50 different players wore #24 as Yankees. Of note:
Spud Chandler (who won an MVP in 1943) wore this number in 1937.
Paul Waner (who is in the Hall of Fame) wore this number for 9 games in 1944.
Ralph Branca (who gave up Bobby Thompson's homer as a Dodger in 1951) wore this number as a Yankee in 1954.
Al Downing (who would later serve up Hank Aaron's 715th homer) wore #24 for most of the 1960s (1961-69).
Mike Torrez wore #24 in 1977 when he got the final out of the 1977 World Series. He later gave up Bucky Dent's big homer.
NFL Hall of Famer Deion Sanders wore this number in 1989.
Kevin Maas wore #24 when he homered a million times as a rookie in 1990.
Gary Sanchez was #24 for his Yankees career.
Matt Carpenter is having a somewhat magical ride in #24 this season.
In the end, the argument for the best #24 ever as a Yankee comes down to three names: Rickey Henderson, Tino Martinez, and Robinson Cano.
Who, among them, was the best?
The case for Rickey Henderson:
As a Yankee, he led the AL in runs two times and in stolen bases three times
He owns the single season stolen base record and is second all-time in career steals as a Yankee
4 time All-Star, 1 Silver Slugger, 3rd in MVP voting (1985)

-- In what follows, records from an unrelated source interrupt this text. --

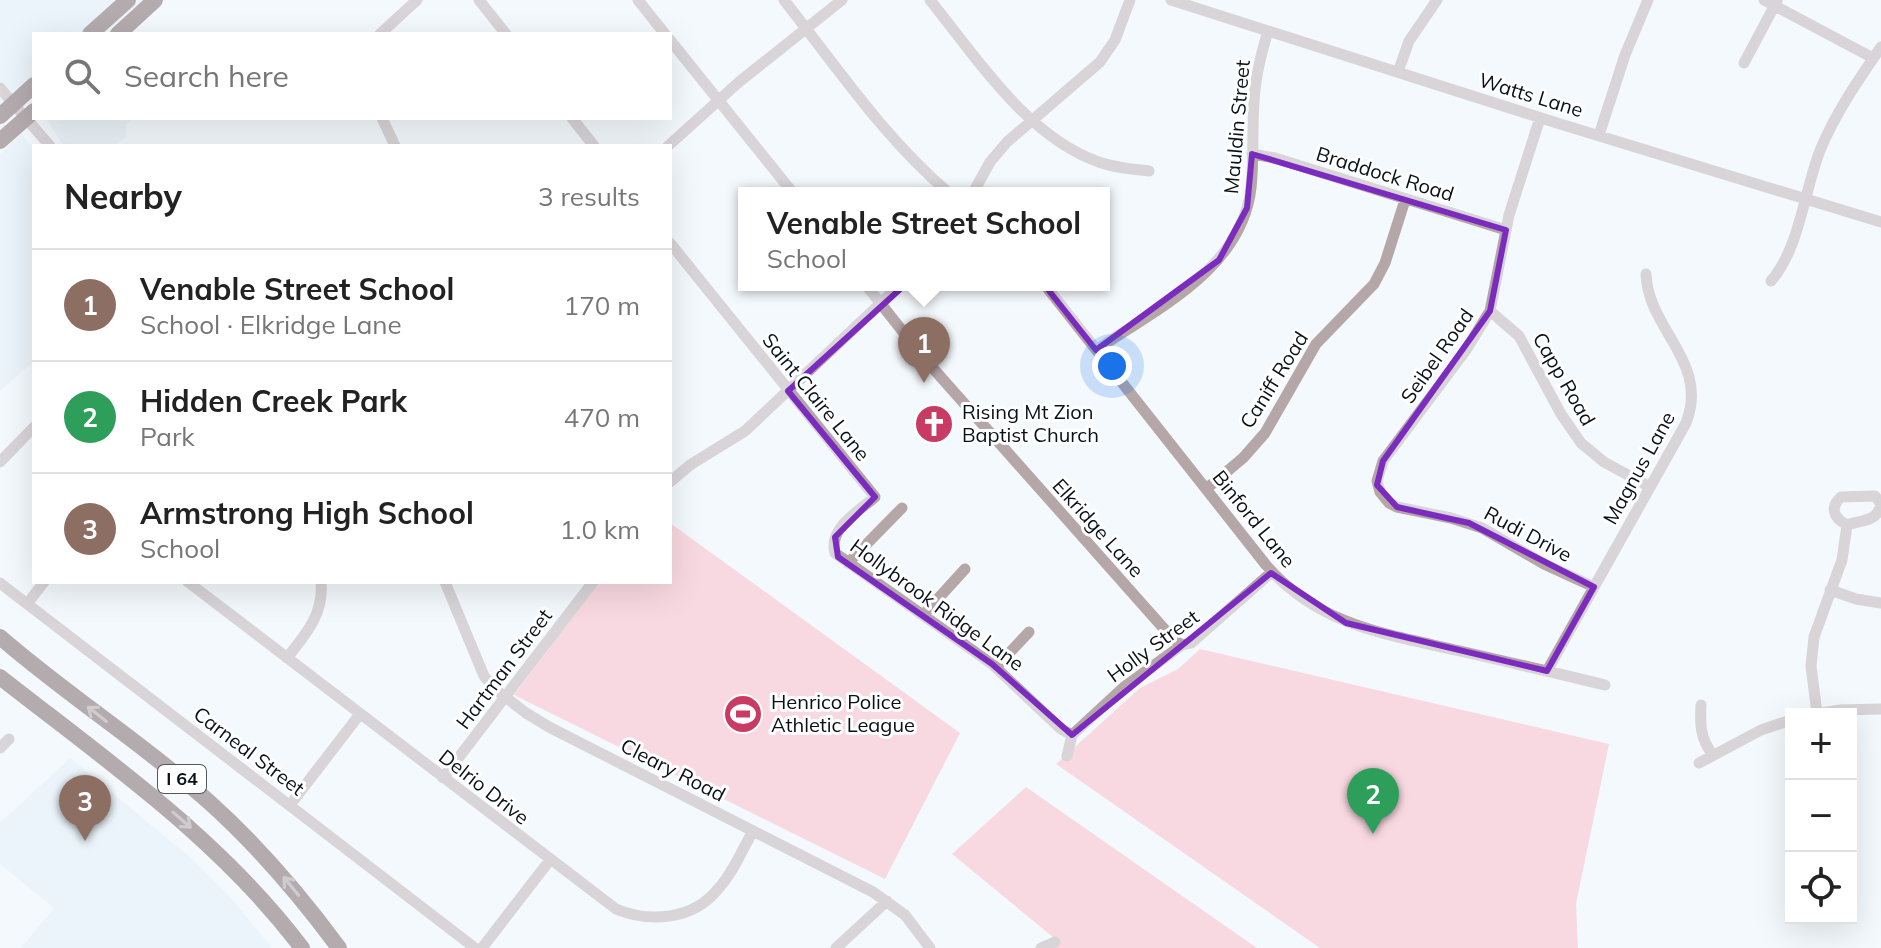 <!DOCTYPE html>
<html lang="en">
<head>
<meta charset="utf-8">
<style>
	body { margin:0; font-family:Mulish,sans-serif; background:#f6f6f6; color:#222 }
	.controls { position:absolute; right:24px; bottom:24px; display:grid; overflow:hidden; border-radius:0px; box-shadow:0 8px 32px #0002 }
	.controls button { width:72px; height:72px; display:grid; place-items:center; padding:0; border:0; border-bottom:2px solid #e0e0e0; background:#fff; color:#222; font:40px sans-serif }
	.you { position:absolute; left:1112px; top:366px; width:28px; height:28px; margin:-20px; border:6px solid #fff; border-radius:50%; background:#1a73e8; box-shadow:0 0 0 12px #1a73e833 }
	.badge { display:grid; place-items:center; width:52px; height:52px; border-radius:50%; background:#ca3b64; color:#fff; font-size:26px; font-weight:700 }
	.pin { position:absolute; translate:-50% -66px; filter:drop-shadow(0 2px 4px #0008) }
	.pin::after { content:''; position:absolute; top:42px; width:28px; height:24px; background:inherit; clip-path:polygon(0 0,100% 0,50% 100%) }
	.popup { position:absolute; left:738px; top:187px; width:372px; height:104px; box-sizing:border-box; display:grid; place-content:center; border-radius:0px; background:#fff; filter:drop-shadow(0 2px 6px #0005); font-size:26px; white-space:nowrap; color:#767676 }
	.popup b { font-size:30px; color:#222 }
	.popup::after { content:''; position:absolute; left:50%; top:100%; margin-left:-16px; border:16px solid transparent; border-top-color:#fff }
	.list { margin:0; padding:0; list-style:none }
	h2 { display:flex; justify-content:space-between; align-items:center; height:104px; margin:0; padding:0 32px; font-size:34px }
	h2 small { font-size:26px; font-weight:400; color:#767676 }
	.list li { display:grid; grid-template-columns:52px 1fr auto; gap:24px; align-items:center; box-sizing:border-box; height:112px; padding:0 32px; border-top:2px solid #e0e0e0 }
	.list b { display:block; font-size:30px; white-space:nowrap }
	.list p { margin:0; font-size:26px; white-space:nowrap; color:#767676 }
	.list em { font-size:26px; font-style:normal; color:#767676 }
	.icon { flex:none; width:44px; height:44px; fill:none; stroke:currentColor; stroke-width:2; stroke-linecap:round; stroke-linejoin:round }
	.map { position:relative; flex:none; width:1881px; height:948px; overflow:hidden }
	.search { position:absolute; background:#fff; box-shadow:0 8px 32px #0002; left:32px; top:32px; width:640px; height:88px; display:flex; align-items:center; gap:20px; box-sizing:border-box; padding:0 28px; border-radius:0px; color:#767676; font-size:30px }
	.panel { position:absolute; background:#fff; box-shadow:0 8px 32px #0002; left:32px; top:144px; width:640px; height:440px; border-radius:0px }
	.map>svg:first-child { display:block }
	.built { fill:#e1eef7 }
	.green { fill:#feb1bf }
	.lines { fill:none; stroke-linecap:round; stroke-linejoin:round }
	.minor { stroke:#b5a6a8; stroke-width:11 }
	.highway { stroke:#674c50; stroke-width:16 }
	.oneway { stroke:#a49496 }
	.marked { fill:none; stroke:#7b2cbf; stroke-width:6; stroke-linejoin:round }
	.labels { text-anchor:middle; stroke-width:6; stroke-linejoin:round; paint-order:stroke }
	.shield { fill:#fff; stroke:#52585d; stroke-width:2 }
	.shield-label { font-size:18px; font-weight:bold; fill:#081118 }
	.street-label { font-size:20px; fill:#081118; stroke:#fff }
	.poi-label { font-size:20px; fill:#081118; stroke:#fff; text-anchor:start }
</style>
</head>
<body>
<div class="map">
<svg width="1881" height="948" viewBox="0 0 1881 948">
	<rect width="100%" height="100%" fill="#f4f9fd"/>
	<path class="built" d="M0 0H142L104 34H34V97L0 128Z
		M46 118H134L126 125V137L115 146H63Z
		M21 134 34 148V361L0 391V154Z
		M70 758 191 858 231 898 272 948H21L54 908 0 864V823Z"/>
	<path class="green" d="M670 523 960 733 885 879 514 695 599 582H670Z
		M1200 649 1609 744 1576 904 1578 948H1320L1056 764 1140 688 1178 669Z
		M1026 787 1257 948H1054L1059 942 952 854Z"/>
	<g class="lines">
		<path class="minor" d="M479 0 506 34
			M638 0 665 34
			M784 0C836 66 885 139 949 193
			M930 0C976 57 1027 137 1099 162 1115 168 1132 169 1149 171
			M1171 0 1557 123 1881 222
			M1764 0 1873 58
			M380 34 417 0
			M670 40 793 193
			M1744 63 1777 1
			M1398 72 1409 41 1437 0
			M0 88 50 146
			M382 118 395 146
			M572 118 594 146
			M1540 118 1509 215 1490 311 1466 350 1383 461 1377 481 1380 492 1389 503 1397 507 1451 518 1482 528 1544 564 1594 587
			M1599 135 1625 55 1648 0
			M668 146 739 82 842 0
			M1252 154 1275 158 1506 230
			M973 193 990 162 1007 142 1100 62 1115 40 1130 0
			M670 243 875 497C859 511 828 528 835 553L992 664 1061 729 1072 735
			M1771 281C1800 248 1804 190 1821 148 1836 112 1859 79 1881 47
			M866 285 923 357 1174 640 1182 645
			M1045 285 1266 565C1319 626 1386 634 1460 651 1508 662 1556 673 1605 685
			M1490 311 1519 336 1561 414 1581 443 1604 462 1650 487
			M1096 350C1156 309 1242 269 1251 188 1254 160 1252 131 1254 102 1255 78 1261 54 1268 31
			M0 462 34 427
			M670 482 690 465 745 431 900 285
			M1206 489 1243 458 1265 433 1316 344 1374 284 1385 263 1405 200
			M848 563 902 508
			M188 582 616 909C650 923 693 920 718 889 733 873 742 850 753 831
			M445 582 484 676 495 689 526 713 549 727 873 892 905 915 930 948
			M0 583 475 948
			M1830 590 1856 599 1881 603
			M27 604 44 582
			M924 614 965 569
			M287 658C306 634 324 614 321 582
			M996 667 1029 632
			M1547 671 1686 423C1710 362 1648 330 1646 274
			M1701 705C1700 724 1700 739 1713 755
			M1817 713 1811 666 1814 637 1842 560 1847 525C1834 518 1829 508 1841 497L1875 496 1881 504C1878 522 1861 520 1847 525
			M1814 714 1841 710 1881 709
			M0 748 9 739
			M1067 756 1072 735 1124 687 1182 645 1191 643 1272 572
			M1699 763 1761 730 1791 720
			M443 778 593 582
			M290 805 360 714
			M482 948 550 860
			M836 948 887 901
			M1041 948 1055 942"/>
		<path class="highway" d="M90 34 128 0
			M118 34 155 0
			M0 116 34 85
			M0 141 34 111
			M0 637C67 695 142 743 208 801 257 845 300 895 339 948
			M0 677C107 761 219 838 302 948"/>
	</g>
	<defs><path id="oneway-shaft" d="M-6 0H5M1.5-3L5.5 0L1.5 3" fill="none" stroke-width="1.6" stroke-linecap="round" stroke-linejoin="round" transform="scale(2)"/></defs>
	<g class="oneway">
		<use href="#oneway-shaft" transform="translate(97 714) rotate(-142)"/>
		<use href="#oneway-shaft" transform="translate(182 820) rotate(41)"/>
		<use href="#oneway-shaft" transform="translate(291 886) rotate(-129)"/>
	</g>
	<path d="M0 0H1881V948H0ZM1252 154 1506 230 1490 311 1383 461 1377 485 1397 507 1469 523 1594 587 1547 671 1346 623 1271 573 1072 735 992 664 838 557 835 537 875 497 788 391 941 252 967 207 1023 258 1096 350 1219 260 1247 208Z" fill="#f4f9fd" fill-opacity=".55" fill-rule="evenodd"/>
	<path class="marked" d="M1252 154 1506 230 1490 311 1383 461 1377 485 1397 507 1469 523 1594 587 1547 671 1346 623 1271 573 1072 735 992 664 838 557 835 537 875 497 788 391 941 252 967 207 1023 258 1096 350 1219 260 1247 208Z"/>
	<defs>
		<symbol id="church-disc" viewBox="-11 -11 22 22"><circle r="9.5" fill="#ca3b64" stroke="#fff"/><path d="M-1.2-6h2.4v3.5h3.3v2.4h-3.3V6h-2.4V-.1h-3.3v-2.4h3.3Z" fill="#fff"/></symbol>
		<symbol id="stadium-disc" viewBox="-11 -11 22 22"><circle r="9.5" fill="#ca3b64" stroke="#fff"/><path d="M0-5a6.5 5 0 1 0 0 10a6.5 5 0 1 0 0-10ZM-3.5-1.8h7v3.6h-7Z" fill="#fff"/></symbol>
	</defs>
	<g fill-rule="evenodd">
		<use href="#church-disc" x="912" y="402" width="44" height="44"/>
		<use href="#stadium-disc" x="721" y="692" width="44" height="44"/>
	</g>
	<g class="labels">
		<rect class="shield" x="158" y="765" width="48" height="28" rx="6"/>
		<g class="shield-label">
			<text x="182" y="785">I 64</text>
		</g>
		<g class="street-label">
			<text transform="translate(1531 95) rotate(17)" y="7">Watts Lane</text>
			<text transform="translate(1237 127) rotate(-85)" y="7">Mauldin Street</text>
			<text transform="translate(1385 174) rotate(17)" y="7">Braddock Road</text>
			<text transform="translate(1437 356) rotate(-55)" y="7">Seibel Road</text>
			<text transform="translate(1564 379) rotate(60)" y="7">Capp Road</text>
			<text transform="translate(1274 380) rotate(-58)" y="7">Caniff Road</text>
			<text transform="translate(816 397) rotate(51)" y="7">Saint Claire Lane</text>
			<text transform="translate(1639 468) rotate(-61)" y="7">Magnus Lane</text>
			<text transform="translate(1254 519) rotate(51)" y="7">Binford Lane</text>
			<text transform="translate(1098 528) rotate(48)" y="7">Elkridge Lane</text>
			<text transform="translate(1528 534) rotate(28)" y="7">Rudi Drive</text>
			<text transform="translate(937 605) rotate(36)" y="7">Hollybrook Ridge Lane</text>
			<text transform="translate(1153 646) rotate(-36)" y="7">Holly Street</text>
			<text transform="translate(504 669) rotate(-53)" y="7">Hartman Street</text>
			<text transform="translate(249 751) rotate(37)" y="7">Carneal Street</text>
			<text transform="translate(673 770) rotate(27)" y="7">Cleary Road</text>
			<text transform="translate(484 787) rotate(38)" y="7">Delrio Drive</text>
		</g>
		<g class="poi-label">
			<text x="962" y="419">Rising Mt Zion<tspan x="962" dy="23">Baptist Church</tspan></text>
			<text x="771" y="709">Henrico Police<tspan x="771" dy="23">Athletic League</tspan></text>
		</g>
	</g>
</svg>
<div class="controls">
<button>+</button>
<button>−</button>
<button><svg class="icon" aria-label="locate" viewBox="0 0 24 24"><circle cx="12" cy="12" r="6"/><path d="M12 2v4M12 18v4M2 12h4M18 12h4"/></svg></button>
</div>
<div class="you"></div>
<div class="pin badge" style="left:924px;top:383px;background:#8d6e63">1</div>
<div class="popup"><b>Venable Street School</b>School</div>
<div class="pin badge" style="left:1373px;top:834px;background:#2e9e5b">2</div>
<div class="pin badge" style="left:85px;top:841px;background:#8d6e63">3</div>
<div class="search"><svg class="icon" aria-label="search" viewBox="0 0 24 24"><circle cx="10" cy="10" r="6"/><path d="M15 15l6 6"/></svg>Search here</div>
<section class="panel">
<h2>Nearby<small>3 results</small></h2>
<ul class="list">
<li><span class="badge" style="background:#8d6e63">1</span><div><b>Venable Street School</b><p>School · Elkridge Lane</p></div><em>170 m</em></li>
<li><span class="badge" style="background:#2e9e5b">2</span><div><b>Hidden Creek Park</b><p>Park</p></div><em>470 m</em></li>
<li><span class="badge" style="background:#8d6e63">3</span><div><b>Armstrong High School</b><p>School</p></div><em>1.0 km</em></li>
</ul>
</section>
</div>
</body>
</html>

As a Yankee: .288/78/255 (4.5 seasons)
The case for Tino Martinez:
5 100+ RBI seasons
5 20+ HR seasons
MVP Runner-up (1997), 1 Silver Slugger, 2 time All-Star
4 World Championships
As a Yankee: 276/192/739 (7 years)
The case for Robinson Cano:
AL Leader in Games (2009)
Rookie of the Year Runner-Up (2009)
5 time All-Star, 3 Top-5 MVP Seasons
5 Silver Sluggers
1 Gold Glove
As a Yankee: .309/204/822 (9 years)
Ranked by WAR, these players come in as follows:
Robbie Cano - 44.4
Rickey Henderson - 30.8
Tino Martinez - 16.7
I concur with that assessment. Robinson Cano was a Yankee for double the time that Rickey Henderson was. Tino was very good, but he just wasn't great. (It's nice that Tino is in Monument Park, but for him to be there ahead of so many other and more deserving players, is just not fair. Tino isn't even in the Top-50 All-Time Yankees as ranked by WAR in pinstripes.)
Robinson Cano was the greatest Yankee in uniform #24. Had he not left, his career WAR of 68.5 would have ranked him as the 6th greatest Yankee of All-Time. What could have been...
Again, dollars are dollars, I get it, but being a Top-10 Yankee, also has to be worth something. I wonder if Robinson Cano, in retrospect, feels the same way. (Aaron Judge, already #27 all-time as a Yankee should take note...) What is the price for fame?
Most of the background research for this project came from Baseball-Reference.com and the SABR BioProject.